▸ Study material
####################

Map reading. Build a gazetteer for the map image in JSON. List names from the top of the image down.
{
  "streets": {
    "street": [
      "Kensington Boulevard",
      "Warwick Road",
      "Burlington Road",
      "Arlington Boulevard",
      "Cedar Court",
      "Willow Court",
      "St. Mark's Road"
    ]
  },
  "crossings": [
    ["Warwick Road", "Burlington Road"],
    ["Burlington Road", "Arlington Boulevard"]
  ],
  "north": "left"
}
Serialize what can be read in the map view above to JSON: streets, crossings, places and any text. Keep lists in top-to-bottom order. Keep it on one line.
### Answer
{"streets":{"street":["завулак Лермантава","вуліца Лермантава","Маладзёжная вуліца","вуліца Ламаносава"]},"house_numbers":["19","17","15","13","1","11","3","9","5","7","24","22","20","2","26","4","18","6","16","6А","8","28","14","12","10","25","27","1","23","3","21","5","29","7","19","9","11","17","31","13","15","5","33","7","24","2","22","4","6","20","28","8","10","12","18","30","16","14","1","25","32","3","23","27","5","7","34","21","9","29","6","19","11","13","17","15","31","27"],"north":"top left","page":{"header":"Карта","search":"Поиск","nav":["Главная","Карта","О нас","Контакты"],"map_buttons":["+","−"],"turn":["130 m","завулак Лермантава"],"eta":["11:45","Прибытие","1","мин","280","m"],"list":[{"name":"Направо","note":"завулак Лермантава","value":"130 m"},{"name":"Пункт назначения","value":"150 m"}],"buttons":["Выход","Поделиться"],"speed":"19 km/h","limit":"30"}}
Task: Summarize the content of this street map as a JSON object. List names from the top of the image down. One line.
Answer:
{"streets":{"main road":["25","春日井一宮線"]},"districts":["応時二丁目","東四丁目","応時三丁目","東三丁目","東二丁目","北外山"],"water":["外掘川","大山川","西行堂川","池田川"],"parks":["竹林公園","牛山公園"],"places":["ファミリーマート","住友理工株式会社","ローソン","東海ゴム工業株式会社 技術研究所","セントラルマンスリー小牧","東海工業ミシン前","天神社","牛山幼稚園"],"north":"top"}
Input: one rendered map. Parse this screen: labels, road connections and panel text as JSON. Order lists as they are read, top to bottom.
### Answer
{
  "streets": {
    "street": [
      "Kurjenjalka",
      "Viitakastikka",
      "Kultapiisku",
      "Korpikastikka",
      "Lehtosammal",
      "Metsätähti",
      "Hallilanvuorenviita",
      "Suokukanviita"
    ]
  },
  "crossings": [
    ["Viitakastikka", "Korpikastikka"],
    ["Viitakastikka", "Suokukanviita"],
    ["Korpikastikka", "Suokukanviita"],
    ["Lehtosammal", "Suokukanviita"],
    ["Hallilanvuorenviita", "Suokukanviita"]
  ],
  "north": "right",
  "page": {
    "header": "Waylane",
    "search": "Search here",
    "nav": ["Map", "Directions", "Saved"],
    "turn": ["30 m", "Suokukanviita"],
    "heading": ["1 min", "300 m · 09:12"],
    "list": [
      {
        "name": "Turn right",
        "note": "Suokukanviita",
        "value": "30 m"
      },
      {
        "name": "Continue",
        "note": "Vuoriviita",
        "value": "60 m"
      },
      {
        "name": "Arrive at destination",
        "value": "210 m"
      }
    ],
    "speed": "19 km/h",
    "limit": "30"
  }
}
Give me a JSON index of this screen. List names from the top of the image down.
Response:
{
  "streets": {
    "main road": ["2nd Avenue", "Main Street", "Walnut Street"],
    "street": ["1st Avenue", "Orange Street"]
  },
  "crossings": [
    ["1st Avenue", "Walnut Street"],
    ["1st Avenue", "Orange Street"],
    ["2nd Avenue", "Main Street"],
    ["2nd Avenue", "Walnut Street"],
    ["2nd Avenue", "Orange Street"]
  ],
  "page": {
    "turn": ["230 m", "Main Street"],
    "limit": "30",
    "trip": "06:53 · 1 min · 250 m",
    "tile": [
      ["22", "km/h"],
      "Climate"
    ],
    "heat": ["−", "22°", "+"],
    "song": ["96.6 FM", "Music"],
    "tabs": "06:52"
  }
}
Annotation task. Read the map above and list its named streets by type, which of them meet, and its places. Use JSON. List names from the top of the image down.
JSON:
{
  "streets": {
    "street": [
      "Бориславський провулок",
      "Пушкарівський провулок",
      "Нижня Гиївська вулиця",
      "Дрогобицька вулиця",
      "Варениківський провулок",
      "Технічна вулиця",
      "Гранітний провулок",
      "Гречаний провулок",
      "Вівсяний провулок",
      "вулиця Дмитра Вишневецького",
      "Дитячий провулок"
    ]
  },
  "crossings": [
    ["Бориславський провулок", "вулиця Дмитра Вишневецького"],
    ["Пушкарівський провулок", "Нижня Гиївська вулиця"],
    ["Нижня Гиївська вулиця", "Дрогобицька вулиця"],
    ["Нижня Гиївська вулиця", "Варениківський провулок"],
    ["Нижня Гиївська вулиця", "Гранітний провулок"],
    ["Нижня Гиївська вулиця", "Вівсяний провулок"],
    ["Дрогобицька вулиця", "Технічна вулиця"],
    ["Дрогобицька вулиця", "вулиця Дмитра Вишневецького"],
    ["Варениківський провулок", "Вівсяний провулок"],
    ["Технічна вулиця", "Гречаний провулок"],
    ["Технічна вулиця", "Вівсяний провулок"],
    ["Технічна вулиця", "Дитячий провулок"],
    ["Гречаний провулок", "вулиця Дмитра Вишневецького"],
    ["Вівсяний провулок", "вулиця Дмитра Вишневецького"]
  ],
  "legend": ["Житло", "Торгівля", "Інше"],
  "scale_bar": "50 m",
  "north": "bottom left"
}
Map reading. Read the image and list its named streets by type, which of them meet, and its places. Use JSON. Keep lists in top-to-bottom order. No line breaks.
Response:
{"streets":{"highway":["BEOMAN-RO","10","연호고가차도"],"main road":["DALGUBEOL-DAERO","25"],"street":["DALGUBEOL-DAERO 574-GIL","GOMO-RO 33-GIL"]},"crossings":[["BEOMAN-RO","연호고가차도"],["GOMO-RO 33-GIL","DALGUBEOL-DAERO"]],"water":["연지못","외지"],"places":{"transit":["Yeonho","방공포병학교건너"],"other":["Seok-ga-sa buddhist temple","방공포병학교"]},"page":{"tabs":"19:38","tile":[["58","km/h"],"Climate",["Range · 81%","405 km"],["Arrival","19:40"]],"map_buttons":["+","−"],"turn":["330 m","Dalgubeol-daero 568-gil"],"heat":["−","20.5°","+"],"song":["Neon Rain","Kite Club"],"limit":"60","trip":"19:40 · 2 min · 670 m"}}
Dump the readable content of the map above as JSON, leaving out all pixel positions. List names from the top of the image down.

####################

▸ Directions
Output exactly the lines of the material above from the one containing "Input: one rendered" up to and including the one containing "Give me a JSON".

▸ Your response
Input: one rendered map. Parse this screen: labels, road connections and panel text as JSON. Order lists as they are read, top to bottom.
### Answer
{
  "streets": {
    "street": [
      "Kurjenjalka",
      "Viitakastikka",
      "Kultapiisku",
      "Korpikastikka",
      "Lehtosammal",
      "Metsätähti",
      "Hallilanvuorenviita",
      "Suokukanviita"
    ]
  },
  "crossings": [
    ["Viitakastikka", "Korpikastikka"],
    ["Viitakastikka", "Suokukanviita"],
    ["Korpikastikka", "Suokukanviita"],
    ["Lehtosammal", "Suokukanviita"],
    ["Hallilanvuorenviita", "Suokukanviita"]
  ],
  "north": "right",
  "page": {
    "header": "Waylane",
    "search": "Search here",
    "nav": ["Map", "Directions", "Saved"],
    "turn": ["30 m", "Suokukanviita"],
    "heading": ["1 min", "300 m · 09:12"],
    "list": [
      {
        "name": "Turn right",
        "note": "Suokukanviita",
        "value": "30 m"
      },
      {
        "name": "Continue",
        "note": "Vuoriviita",
        "value": "60 m"
      },
      {
        "name": "Arrive at destination",
        "value": "210 m"
      }
    ],
    "speed": "19 km/h",
    "limit": "30"
  }
}
Give me a JSON index of this screen. List names from the top of the image down.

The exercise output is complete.